▶ [YOUR GOAL] In the data below, find the line that contains "M496,0H515L513,11L495,7Z" and the line that contains "M529,282L540,289L532,304L521,298Z". Copy both, plus every line between them, exactly.

▶ [STORED DATA]
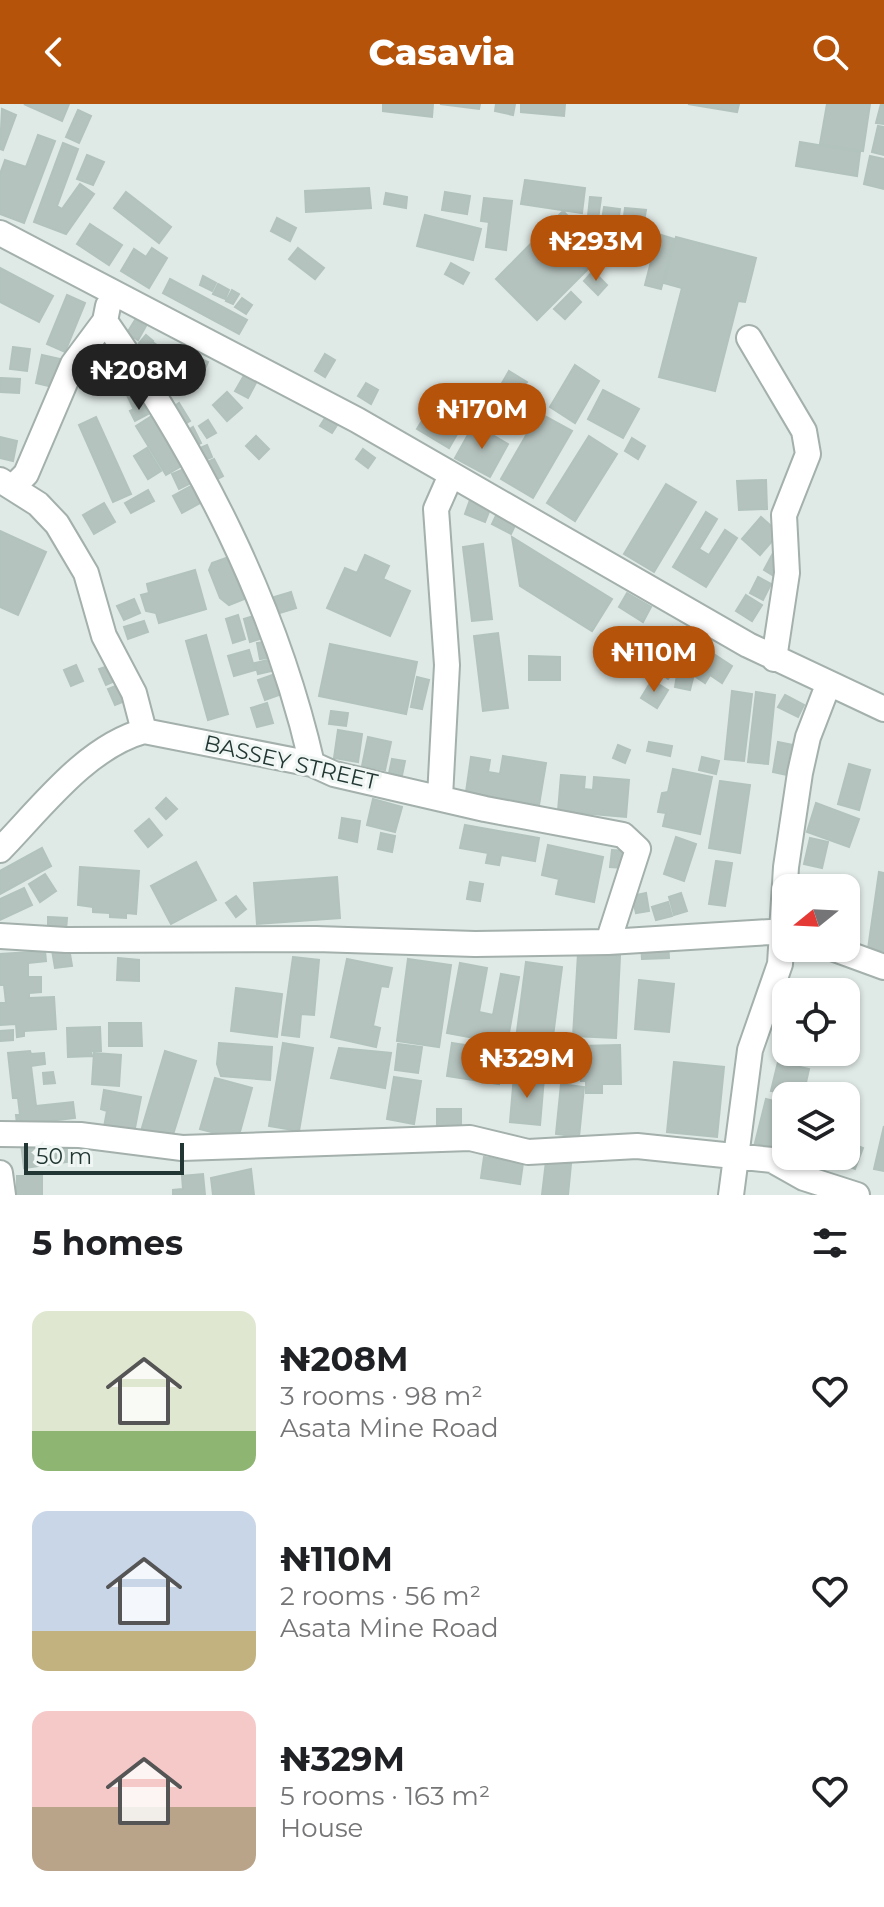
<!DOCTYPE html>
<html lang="en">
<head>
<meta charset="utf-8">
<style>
	:root { --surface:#fff; --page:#f6f6f6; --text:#202124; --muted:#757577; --accent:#b45309 }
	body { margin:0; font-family:Montserrat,sans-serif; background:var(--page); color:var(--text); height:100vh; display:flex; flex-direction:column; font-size:30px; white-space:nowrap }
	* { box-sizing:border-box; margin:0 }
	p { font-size:26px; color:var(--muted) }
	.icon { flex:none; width:44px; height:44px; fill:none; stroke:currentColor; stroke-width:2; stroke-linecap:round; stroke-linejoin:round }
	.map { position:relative; height:1091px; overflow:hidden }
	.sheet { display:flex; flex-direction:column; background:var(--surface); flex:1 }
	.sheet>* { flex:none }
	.needle { width:52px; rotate:252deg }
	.buttons { position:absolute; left:772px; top:770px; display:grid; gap:16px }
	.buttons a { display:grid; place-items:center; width:88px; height:88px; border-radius:16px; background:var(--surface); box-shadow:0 2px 6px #0004; font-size:40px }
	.scale { position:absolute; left:24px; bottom:20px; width:160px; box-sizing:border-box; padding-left:8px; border:4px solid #223733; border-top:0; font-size:22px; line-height:28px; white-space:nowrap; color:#223733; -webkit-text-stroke:6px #eff6f3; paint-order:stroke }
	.price { position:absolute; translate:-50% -68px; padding:0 18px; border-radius:28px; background:var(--accent); color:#fff; font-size:26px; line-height:52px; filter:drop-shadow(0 2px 4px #0008) }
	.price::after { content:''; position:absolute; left:50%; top:48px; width:24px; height:18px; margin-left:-12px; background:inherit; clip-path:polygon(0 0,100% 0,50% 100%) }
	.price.current { background:#222; color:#fff }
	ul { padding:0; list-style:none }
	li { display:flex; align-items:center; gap:24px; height:200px; padding:0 32px }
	li span { display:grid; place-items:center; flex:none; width:224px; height:160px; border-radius:16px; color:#555 }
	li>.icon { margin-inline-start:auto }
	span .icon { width:96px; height:96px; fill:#fffc; stroke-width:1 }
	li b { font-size:34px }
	h2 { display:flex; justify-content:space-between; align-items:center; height:96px; padding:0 32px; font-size:34px }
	header { display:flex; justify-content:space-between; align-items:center; height:104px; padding:0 32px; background:var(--accent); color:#fff; font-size:36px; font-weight:800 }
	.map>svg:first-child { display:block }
	.building { fill:#b5c3be; stroke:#b2c2bc; stroke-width:2 }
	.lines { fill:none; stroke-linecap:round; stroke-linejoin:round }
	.minor-casing { stroke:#a3b0ac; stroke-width:28 }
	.minor { stroke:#fff; stroke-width:24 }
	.labels { text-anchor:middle; stroke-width:6; stroke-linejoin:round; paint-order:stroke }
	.street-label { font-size:22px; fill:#223733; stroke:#eff6f3 }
</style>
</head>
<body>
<header><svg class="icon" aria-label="back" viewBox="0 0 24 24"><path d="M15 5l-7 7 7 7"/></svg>Casavia<svg class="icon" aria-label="search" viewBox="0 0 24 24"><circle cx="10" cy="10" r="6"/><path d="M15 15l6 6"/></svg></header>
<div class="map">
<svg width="884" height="1091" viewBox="0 0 884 1091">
	<rect width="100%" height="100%" fill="#dfe9e5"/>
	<!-- building -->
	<path class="building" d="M24,0H69L62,17Z
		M383,0H433L432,13L383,7Z
		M440,0H480L479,5Z
		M496,0H515L513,11L495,7Z
		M521,0H565L564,12L521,8Z
		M688,0H739L737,8Z
		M827,0H870L863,47L820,40Z
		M881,0H884V20L876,19Z
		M2,5L16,11L3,46L0,45Z
		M78,6L91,12L79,39L66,33Z
		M878,22L884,23V51L872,48Z
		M38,31L55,37L24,119L0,110V70L5,56L26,63Z
		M800,38L860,48L857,72L796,62Z
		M63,39L78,45L57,102L62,105L80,80L94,90L66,130L34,118Z
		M87,51L104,58L93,81L77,75Z
		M870,52L884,55V85L864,80Z
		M525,76L585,84L582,109L521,100Z
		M369,84L371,104L306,108L305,87Z
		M126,88L171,123L159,139L114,104Z
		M445,88L470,92L467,110L442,106Z
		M386,89L407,93L406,104L384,100Z
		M590,93L601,94L597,123L587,121Z
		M484,94L512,97L506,146L486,143L489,118L481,117Z
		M604,103L620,105L617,125L601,123Z
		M625,104L646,106L643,123L623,120Z
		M563,107L604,149L537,216L496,175Z
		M425,111L481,125L473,156L417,142Z
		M277,114L296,124L290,137L271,127Z
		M90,120L122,141L109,161L77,140Z
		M658,130L674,135L661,185L645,181Z
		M676,133L756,154L745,198L738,197L715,287L659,273L682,184L664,179Z
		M152,144L167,154L149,184L121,167L134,145L146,153Z
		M298,144L324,164L315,175L289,155Z
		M451,159L469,169L463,180L445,170Z
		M0,164L53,192L39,218L0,198Z
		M593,167L607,181L598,191L584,177Z
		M203,172L216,179L212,187L200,181Z
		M170,175L247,216L239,230L163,189Z
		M218,180L229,186L225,195L213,190Z
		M232,186L239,190L233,200L226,197Z
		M571,188L581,198L565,215L554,205Z
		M67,191L85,199L65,248L47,240Z
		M242,194L252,201L246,210L235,203Z
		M135,216L146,222L138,236L127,229Z
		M146,231L153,237L147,245L139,239Z
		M154,239L163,245L156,256L147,250Z
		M13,243L30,245L27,267L10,265Z
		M175,247L184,251L177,265L168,261Z
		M112,250L123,269L110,277L99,258Z
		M325,250L335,256L325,273L315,267Z
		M42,251L60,255L53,283L36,279Z
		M196,253L208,258L204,267L192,262Z
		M166,259L175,267L166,279L157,271Z
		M575,261L599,277L575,319L550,303Z
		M181,266L194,277L187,286L174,274Z
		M509,267L527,278L516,296L498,286Z
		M246,268L258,275L248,294L235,287Z
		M1,274L20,275L19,289L0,288Z
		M366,279L378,286L371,300L358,292Z
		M143,281L150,296L133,304L126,289Z
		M529,282L540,289L532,304L521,298Z
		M603,286L639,305L623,334L588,315Z
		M227,288L242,304L227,317L213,301Z
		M437,292L468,311L449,344L417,325Z
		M179,299L190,317L180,323L170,305Z
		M143,300L148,310L135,317L130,307Z
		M539,309L572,327L533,394L501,375Z
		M155,310L185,360L166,371L136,322Z
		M327,311L339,318L332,329L320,322Z
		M96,313L131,390L113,398L79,321Z
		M208,316L216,329L207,334L199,322Z
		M474,320L508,340L490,373L455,354Z
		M193,323L201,339L193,343L185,328Z
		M256,332L269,345L259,355L246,342Z
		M589,332L617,350L575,417L547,399Z
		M0,333L17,337L13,357L0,354Z
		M632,334L645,342L638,355L625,347Z
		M207,341L212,353L201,358L195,346Z
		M147,344L161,367L148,375L134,352Z
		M363,345L375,354L368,364L356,355Z
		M214,355L223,372L212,378L203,360Z
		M191,362L197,376L179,385L172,370Z
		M766,376L767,405L739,406L737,377Z
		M200,377L209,394L182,409L173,392Z
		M666,380L696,398L654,468L624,450Z
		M148,386L154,397L131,409L125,399Z
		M471,393L492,400L485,418L465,410Z
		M104,399L115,418L94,430L83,411Z
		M500,403L519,413L511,430L492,420Z
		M706,408L717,415L699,445L709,451L725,426L737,434L706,483L673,463Z
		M761,413L779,429L760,451L742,435Z
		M0,427L46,448L18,511L0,503Z
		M512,433L612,495L592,527L520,482Z
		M483,440L492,515L472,517L463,443Z
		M773,449L784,455L774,472L764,466Z
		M237,450L252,492L229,501L220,494L209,466L212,459Z
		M365,451L389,462L383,475L410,487L390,532L327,504L345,464L357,469Z
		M195,466L206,505L159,519L156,509L146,507L141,491L149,489L147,480Z
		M758,473L771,480L763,496L750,489Z
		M291,488L296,504L273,511L268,495Z
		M627,489L651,503L643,518L619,503Z
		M746,491L762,501L752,517L736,507Z
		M134,495L140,509L124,516L117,502Z
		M263,509L270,532L250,538L244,515Z
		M238,511L245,535L233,539L226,515Z
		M144,517L148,528L128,535L124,523Z
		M673,523L732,562L722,579L710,571L705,579L696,573L701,565L689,558L684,566L673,559L679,551L662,540Z
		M498,529L508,604L483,607L474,532Z
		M206,531L228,610L208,616L186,537Z
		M271,537L273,553L260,555L257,539Z
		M330,540L417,558L406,610L319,592Z
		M249,546L255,566L234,572L228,552Z
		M529,552L560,553V576H529Z
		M277,554L280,565L258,570L255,559Z
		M661,556L675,566L668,575L654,565Z
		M76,561L83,577L71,582L64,566Z
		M111,561L117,576L106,581L99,565Z
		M275,570L282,590L265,596L258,576Z
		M677,571L693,574L690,586L675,583Z
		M417,573L429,576L422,605L411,603Z
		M652,576L668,586L657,604L641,594Z
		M118,581L125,597L115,601L108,585Z
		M732,587L752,590L744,657L725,655Z
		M756,588L775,591L768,660L748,658Z
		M785,591L804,601L798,613L778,603Z
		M267,599L273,619L257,623L251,604Z
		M331,607L348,609L346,622L329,620Z
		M338,626L362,630L358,658L334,654Z
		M368,633L391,638L385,666L362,662Z
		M649,638L672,642L670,652L647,647Z
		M778,638L798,642L792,672L773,668Z
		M618,641L630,646L625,659L613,654Z
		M503,652L546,659L539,701L466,688L471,653L490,656L488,668L500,670Z
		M702,653L719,657L716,670L699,666Z
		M392,655L405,657L401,676L388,674Z
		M849,660L870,666L859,706L838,700Z
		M673,665L712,673L700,730L663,722L666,709L658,708L662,689L668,688Z
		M561,671L585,673L584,685L593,686L594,673L629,676L626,713L558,707Z
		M720,677L750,681L740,749L709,744Z
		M166,694L177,705L166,715L156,704Z
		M373,695L402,703L395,728L367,721Z
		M816,699L859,715L849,743L807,728Z
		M342,714L360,717L357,738L339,734Z
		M149,715L162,731L148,743L135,727Z
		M465,721L539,734L535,757L501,751L499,761L486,759L488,749L460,744Z
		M381,729L395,732L392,748L378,745Z
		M676,733L696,740L684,777L664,770Z
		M810,734L828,738L822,764L804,760Z
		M548,741L603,753L594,798L556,790L559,775L542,771Z
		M42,744L51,762L0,790V767Z
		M612,746L626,747L625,764L610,763Z
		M716,757L732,759L725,802L709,800Z
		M196,758L216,796L171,820L151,782Z
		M80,763L139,767L136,810L126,809V814L110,813V809L93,808V803L78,801Z
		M879,768L884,769V847L868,845Z
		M45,770L56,787L40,798L29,780Z
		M337,773L340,814L257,820L254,779Z
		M470,778L483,780L480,797L467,795Z
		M24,784L32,801L0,816V795Z
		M646,789L649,807L636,809L632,792Z
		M681,789L687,807L674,811L669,793Z
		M236,792L246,805L236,813L226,799Z
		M668,798L672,812L656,816L652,803Z
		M48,813L67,814L66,827L48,826Z
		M668,838L669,854L642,855L641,840Z
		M69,844L72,862L55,864L52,846Z
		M45,847L46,857L28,859V873H41V888L29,889V894L54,893L56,925L24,927V932L17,933L16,920L0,921V899H6L4,881H0V850Z
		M578,850L620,852L616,934L573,932Z
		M293,853L319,856L314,911L301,910L299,933L282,931Z
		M118,854L139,856V877L117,876Z
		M347,855L392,864L388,883L381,882L373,922L380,924L376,943L331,933Z
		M408,855L451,861L439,943L397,937Z
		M526,858L562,863L552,940L516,935Z
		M460,859L487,864L479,908L493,911L501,870L519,873L507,940L447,929Z
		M639,876L674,880L669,928L635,925Z
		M236,884L282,890L277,933L231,927Z
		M109,919H141L142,942H109Z
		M100,923L101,947H91L92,952L68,953L67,924Z
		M13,926V936L0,937V927Z
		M219,939L272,943L270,976L221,972L217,960Z
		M283,939L313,944L299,1027L269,1022Z
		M452,939L504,947L499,980L447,972Z
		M398,940L422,943L418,969L395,966Z
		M620,941L621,980H602V989H586V977H581L580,942Z
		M339,944L391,949L385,984L331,974Z
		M30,947L31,950L44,949L45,960L31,962L36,1002L73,998L75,1014L17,1021L16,1011H20L18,994H13L8,949Z
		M165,947L196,957L171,1037L141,1027Z
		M94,949L121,951L119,982L92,980Z
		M674,958L724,963L717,1033L667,1028Z
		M778,958L809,965L803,992L771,987Z
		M53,968L55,979L44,980L43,969Z
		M514,971L544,974L540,1021L510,1018Z
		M394,973L421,977L414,1020L387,1015Z
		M215,974L252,984L238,1035L200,1025Z
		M561,980L584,983L579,1033L556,1030Z
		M104,986L141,993L134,1029L104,1023L107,1007L101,1005Z
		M766,995L786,1000V1047L755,1039Z
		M437,1005H461V1029L437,1028Z
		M884,1022V1067L874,1065Z
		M71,1033L74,1057L24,1064L21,1039Z
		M846,1037L863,1044L855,1065L825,1053L846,1052Z
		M484,1053L523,1059L520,1080L481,1074Z
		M546,1057L571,1060L568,1091H542Z
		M251,1065L254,1091H213L211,1074Z
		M203,1070L205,1091H173V1086L183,1085L182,1072Z
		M17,1072H42V1091H17Z"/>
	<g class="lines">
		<defs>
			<path id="minor" d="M0,129L357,316L748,541L884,605
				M105,217C199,352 275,498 312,660
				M749,234L804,327L808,350L784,411L787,469L774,555
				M0,376L38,400L57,420L73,447L86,469L104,532L134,589L144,627
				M14,382L26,370L73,260L105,217L108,202
				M440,693L447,561L436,405L451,371
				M0,746C41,704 86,643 144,627L312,660L334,670L485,705L623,731L638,745L608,838
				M0,832L66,836L316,835L475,840L608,838L786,827
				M832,844L884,863
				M0,1030L80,1031L182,1044L470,1034L528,1048L637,1042L772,1056L804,1074L857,1091
				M0,1069L3,1091
				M731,1091L750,946L780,860L786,763L800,669L808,633L828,581"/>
		</defs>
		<!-- minor casing -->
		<use href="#minor" class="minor-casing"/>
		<!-- minor -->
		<use href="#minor" class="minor"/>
	</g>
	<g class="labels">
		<!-- street labels -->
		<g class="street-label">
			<text transform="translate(291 658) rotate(13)" y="8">BASSEY STREET</text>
		</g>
	</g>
</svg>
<div class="buttons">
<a><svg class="needle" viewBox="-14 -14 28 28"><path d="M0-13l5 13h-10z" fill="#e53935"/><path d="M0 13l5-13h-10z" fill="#757577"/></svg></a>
<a><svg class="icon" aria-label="locate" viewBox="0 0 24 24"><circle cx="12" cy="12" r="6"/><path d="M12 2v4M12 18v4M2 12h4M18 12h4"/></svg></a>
<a><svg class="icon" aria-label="layers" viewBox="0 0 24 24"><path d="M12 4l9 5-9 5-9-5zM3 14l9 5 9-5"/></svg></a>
</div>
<div class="scale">50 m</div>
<b class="price" style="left:596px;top:179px">₦293M</b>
<b class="price current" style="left:139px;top:308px">₦208M</b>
<b class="price" style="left:482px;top:347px">₦170M</b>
<b class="price" style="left:654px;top:590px">₦110M</b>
<b class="price" style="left:527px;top:996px">₦329M</b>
</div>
<section class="sheet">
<h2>5 homes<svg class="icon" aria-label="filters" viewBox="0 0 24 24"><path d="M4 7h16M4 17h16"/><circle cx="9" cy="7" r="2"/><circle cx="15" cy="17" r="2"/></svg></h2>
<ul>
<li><span style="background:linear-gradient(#dfe7d0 75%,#8fb573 0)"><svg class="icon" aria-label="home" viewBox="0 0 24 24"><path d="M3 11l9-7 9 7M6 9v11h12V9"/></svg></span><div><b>₦208M</b><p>3 rooms · 98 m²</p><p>Asata Mine Road</p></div><svg class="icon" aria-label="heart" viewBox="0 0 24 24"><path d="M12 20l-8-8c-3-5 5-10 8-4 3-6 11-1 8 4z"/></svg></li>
<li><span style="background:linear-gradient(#c9d6e8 75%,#c2b280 0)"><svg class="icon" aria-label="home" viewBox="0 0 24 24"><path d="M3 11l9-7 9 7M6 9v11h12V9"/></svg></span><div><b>₦110M</b><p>2 rooms · 56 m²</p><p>Asata Mine Road</p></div><svg class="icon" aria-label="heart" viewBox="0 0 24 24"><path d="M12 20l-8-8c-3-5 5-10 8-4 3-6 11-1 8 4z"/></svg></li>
<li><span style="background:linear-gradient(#f6c9c9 60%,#b9a48a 0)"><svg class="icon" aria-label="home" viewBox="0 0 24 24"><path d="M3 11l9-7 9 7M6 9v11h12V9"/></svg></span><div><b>₦329M</b><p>5 rooms · 163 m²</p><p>House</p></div><svg class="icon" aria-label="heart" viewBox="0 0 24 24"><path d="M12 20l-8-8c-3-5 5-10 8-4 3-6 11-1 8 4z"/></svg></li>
</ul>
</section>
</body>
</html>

▶ [EXPECTED ANSWER]
		M496,0H515L513,11L495,7Z
		M521,0H565L564,12L521,8Z
		M688,0H739L737,8Z
		M827,0H870L863,47L820,40Z
		M881,0H884V20L876,19Z
		M2,5L16,11L3,46L0,45Z
		M78,6L91,12L79,39L66,33Z
		M878,22L884,23V51L872,48Z
		M38,31L55,37L24,119L0,110V70L5,56L26,63Z
		M800,38L860,48L857,72L796,62Z
		M63,39L78,45L57,102L62,105L80,80L94,90L66,130L34,118Z
		M87,51L104,58L93,81L77,75Z
		M870,52L884,55V85L864,80Z
		M525,76L585,84L582,109L521,100Z
		M369,84L371,104L306,108L305,87Z
		M126,88L171,123L159,139L114,104Z
		M445,88L470,92L467,110L442,106Z
		M386,89L407,93L406,104L384,100Z
		M590,93L601,94L597,123L587,121Z
		M484,94L512,97L506,146L486,143L489,118L481,117Z
		M604,103L620,105L617,125L601,123Z
		M625,104L646,106L643,123L623,120Z
		M563,107L604,149L537,216L496,175Z
		M425,111L481,125L473,156L417,142Z
		M277,114L296,124L290,137L271,127Z
		M90,120L122,141L109,161L77,140Z
		M658,130L674,135L661,185L645,181Z
		M676,133L756,154L745,198L738,197L715,287L659,273L682,184L664,179Z
		M152,144L167,154L149,184L121,167L134,145L146,153Z
		M298,144L324,164L315,175L289,155Z
		M451,159L469,169L463,180L445,170Z
		M0,164L53,192L39,218L0,198Z
		M593,167L607,181L598,191L584,177Z
		M203,172L216,179L212,187L200,181Z
		M170,175L247,216L239,230L163,189Z
		M218,180L229,186L225,195L213,190Z
		M232,186L239,190L233,200L226,197Z
		M571,188L581,198L565,215L554,205Z
		M67,191L85,199L65,248L47,240Z
		M242,194L252,201L246,210L235,203Z
		M135,216L146,222L138,236L127,229Z
		M146,231L153,237L147,245L139,239Z
		M154,239L163,245L156,256L147,250Z
		M13,243L30,245L27,267L10,265Z
		M175,247L184,251L177,265L168,261Z
		M112,250L123,269L110,277L99,258Z
		M325,250L335,256L325,273L315,267Z
		M42,251L60,255L53,283L36,279Z
		M196,253L208,258L204,267L192,262Z
		M166,259L175,267L166,279L157,271Z
		M575,261L599,277L575,319L550,303Z
		M181,266L194,277L187,286L174,274Z
		M509,267L527,278L516,296L498,286Z
		M246,268L258,275L248,294L235,287Z
		M1,274L20,275L19,289L0,288Z
		M366,279L378,286L371,300L358,292Z
		M143,281L150,296L133,304L126,289Z
		M529,282L540,289L532,304L521,298Z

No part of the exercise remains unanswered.